* EXERCISE AIM *
Report the number of lines in the records below that contain the word "tools", and nothing more.

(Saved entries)
BEGIN
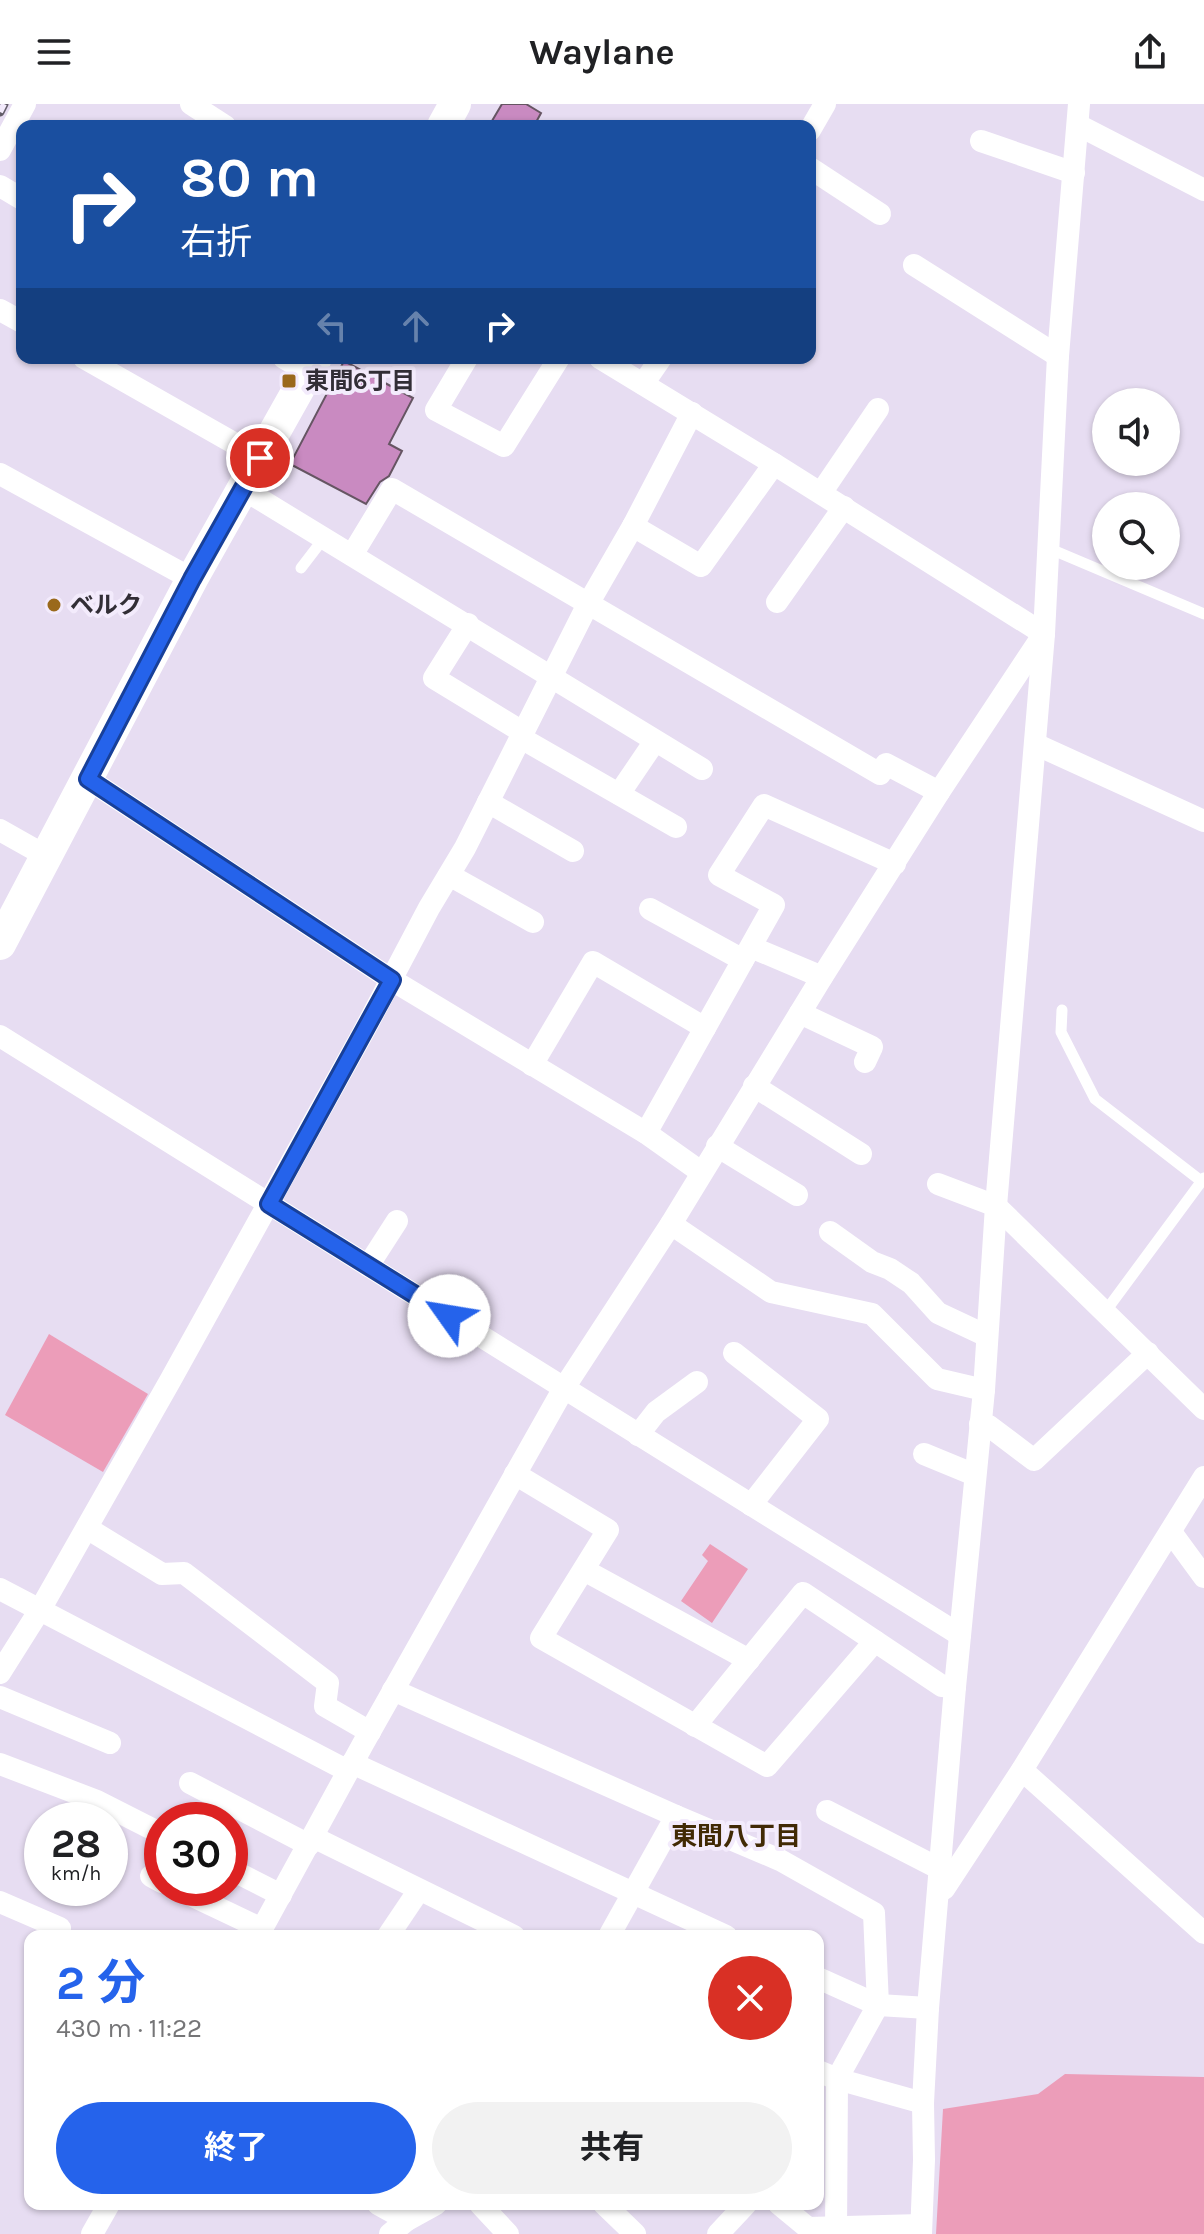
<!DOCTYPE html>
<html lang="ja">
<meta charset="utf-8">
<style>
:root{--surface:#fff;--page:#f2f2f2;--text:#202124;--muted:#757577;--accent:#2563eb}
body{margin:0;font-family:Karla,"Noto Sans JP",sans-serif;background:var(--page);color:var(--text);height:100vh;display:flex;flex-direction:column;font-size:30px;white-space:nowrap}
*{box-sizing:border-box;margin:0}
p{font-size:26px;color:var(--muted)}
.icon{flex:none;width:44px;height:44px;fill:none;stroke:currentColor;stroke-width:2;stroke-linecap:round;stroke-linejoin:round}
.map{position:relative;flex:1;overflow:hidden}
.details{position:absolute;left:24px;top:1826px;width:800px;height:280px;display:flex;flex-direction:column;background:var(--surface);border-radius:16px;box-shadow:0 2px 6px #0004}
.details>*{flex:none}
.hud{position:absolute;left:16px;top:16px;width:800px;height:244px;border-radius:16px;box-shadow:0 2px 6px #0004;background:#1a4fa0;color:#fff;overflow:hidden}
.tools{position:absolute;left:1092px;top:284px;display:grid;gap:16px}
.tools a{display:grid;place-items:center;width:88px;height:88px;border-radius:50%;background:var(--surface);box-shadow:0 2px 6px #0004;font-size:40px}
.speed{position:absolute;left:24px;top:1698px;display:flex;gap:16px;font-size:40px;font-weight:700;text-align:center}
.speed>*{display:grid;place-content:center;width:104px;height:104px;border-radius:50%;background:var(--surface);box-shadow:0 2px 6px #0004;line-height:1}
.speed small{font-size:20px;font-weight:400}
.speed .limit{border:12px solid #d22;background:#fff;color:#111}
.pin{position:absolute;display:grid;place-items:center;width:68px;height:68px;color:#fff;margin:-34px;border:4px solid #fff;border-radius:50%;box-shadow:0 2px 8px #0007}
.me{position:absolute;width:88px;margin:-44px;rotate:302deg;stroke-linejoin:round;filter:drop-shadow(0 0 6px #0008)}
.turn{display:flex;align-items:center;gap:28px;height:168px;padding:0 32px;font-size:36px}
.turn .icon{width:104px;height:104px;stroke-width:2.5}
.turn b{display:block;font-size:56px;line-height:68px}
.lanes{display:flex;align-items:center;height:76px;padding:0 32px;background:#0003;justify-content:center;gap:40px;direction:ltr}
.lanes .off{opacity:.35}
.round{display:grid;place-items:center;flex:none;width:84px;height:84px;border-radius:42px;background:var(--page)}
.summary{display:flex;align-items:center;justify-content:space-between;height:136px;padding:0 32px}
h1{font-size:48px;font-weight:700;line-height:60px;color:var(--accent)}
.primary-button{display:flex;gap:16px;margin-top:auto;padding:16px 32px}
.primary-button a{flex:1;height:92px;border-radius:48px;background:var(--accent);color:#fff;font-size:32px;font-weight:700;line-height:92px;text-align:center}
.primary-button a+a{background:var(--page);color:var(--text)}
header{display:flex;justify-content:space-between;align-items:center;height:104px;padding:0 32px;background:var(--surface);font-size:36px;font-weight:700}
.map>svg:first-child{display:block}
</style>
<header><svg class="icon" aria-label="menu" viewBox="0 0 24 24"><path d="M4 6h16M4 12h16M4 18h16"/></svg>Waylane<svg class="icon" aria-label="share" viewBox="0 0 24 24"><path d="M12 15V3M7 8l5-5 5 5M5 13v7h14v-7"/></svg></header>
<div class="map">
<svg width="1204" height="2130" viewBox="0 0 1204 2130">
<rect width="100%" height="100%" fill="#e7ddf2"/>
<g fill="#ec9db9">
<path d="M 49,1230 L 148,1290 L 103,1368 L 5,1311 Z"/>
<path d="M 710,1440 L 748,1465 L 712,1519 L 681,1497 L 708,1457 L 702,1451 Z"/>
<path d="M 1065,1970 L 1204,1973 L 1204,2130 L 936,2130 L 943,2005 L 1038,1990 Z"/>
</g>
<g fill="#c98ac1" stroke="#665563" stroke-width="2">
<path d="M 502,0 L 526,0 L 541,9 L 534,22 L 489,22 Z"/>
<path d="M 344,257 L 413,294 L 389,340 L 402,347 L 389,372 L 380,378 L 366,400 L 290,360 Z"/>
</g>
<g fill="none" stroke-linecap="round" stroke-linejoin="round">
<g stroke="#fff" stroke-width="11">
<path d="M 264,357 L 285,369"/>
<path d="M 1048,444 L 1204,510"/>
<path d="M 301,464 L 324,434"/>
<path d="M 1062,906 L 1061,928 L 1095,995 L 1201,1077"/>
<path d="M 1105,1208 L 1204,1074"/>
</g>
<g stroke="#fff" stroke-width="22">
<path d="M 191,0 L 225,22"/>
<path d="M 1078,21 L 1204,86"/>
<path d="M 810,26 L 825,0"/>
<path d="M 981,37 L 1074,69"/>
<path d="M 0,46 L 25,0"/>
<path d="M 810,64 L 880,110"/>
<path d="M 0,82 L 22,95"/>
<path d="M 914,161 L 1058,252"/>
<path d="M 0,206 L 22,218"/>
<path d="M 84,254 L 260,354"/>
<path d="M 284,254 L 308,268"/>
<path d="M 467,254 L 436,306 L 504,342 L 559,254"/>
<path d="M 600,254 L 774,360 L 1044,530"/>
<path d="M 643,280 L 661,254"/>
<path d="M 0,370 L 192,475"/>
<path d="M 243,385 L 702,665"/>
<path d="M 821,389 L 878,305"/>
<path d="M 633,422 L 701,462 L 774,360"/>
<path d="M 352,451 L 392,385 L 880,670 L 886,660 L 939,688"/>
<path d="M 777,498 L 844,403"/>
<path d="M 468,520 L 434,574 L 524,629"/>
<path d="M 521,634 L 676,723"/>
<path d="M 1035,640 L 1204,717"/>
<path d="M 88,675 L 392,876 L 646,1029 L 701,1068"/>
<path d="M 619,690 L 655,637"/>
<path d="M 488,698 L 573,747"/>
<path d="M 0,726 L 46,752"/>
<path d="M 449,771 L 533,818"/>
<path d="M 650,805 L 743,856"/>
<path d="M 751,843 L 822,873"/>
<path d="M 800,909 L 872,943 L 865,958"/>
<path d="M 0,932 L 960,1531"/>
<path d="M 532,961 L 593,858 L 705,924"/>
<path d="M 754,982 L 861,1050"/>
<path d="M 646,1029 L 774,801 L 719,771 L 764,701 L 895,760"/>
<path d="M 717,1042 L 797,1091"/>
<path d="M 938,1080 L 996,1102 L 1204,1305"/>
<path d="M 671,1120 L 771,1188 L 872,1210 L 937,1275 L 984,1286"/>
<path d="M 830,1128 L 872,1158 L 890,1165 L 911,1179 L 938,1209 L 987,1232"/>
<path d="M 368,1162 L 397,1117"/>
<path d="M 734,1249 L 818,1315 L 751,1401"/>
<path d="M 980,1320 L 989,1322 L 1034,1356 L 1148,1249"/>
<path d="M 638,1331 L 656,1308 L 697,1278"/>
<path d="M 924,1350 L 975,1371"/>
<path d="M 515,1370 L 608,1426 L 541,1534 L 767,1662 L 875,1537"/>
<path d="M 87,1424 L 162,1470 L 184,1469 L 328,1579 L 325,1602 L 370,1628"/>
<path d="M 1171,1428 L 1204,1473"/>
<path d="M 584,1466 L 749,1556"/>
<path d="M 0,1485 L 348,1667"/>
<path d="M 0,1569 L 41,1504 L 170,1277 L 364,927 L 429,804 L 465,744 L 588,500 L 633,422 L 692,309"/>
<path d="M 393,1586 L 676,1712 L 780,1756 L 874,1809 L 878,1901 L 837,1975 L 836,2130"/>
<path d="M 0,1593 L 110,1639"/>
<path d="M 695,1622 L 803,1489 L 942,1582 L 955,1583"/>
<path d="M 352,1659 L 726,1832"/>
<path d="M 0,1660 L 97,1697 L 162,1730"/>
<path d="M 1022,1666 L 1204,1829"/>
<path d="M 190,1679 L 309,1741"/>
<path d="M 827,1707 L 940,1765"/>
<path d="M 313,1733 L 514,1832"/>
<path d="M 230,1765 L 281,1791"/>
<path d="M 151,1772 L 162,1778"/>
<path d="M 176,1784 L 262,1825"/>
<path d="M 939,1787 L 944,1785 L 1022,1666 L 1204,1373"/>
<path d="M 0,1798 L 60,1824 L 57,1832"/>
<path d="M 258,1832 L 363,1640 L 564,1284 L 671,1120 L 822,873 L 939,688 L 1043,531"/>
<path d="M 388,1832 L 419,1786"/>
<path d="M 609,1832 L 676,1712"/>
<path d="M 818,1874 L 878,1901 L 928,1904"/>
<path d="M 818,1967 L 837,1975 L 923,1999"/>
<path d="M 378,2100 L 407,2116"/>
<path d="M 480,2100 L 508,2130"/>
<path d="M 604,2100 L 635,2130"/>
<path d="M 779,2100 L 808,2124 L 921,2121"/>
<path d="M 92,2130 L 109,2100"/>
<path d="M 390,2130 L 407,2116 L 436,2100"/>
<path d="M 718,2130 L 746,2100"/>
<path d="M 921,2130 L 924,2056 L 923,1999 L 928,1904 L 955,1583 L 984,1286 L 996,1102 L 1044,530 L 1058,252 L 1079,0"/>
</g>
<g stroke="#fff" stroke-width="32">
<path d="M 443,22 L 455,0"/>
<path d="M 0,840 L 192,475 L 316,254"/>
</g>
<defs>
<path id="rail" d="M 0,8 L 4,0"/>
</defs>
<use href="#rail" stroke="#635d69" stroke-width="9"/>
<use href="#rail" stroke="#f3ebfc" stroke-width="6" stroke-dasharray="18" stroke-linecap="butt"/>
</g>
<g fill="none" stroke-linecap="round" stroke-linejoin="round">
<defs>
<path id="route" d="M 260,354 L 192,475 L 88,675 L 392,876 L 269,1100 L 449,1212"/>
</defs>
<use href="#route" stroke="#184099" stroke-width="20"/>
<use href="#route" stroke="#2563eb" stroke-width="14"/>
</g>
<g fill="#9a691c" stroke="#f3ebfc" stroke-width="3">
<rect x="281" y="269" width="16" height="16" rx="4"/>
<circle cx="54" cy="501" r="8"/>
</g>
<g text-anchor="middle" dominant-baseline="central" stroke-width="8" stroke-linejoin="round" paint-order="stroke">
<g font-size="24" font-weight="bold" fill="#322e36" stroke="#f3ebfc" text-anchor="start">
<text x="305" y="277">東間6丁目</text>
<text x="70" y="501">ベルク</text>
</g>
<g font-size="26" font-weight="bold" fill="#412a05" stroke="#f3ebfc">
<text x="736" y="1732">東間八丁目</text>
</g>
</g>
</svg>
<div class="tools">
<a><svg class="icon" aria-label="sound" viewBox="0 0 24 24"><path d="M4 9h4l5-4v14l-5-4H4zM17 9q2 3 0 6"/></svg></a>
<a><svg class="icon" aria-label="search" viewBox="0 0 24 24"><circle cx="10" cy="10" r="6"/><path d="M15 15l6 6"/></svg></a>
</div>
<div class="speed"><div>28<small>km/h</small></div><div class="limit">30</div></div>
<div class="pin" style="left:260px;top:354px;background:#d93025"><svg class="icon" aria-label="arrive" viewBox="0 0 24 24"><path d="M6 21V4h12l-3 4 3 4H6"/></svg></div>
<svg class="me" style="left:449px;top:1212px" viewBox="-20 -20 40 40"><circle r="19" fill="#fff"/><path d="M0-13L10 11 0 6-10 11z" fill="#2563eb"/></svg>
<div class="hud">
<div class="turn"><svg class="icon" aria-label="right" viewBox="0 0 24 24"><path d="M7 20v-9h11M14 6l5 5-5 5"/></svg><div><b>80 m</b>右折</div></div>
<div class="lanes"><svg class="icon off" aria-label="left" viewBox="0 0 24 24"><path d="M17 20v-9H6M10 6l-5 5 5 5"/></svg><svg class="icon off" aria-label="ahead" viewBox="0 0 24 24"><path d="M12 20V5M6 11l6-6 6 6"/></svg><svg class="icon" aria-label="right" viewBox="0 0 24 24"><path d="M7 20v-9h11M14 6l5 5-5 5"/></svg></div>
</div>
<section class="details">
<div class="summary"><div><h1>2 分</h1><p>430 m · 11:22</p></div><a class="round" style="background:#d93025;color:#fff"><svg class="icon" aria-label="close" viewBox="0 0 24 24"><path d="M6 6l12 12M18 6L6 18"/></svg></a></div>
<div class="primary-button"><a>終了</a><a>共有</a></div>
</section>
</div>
END
* RESULT OF THIS TASK *
3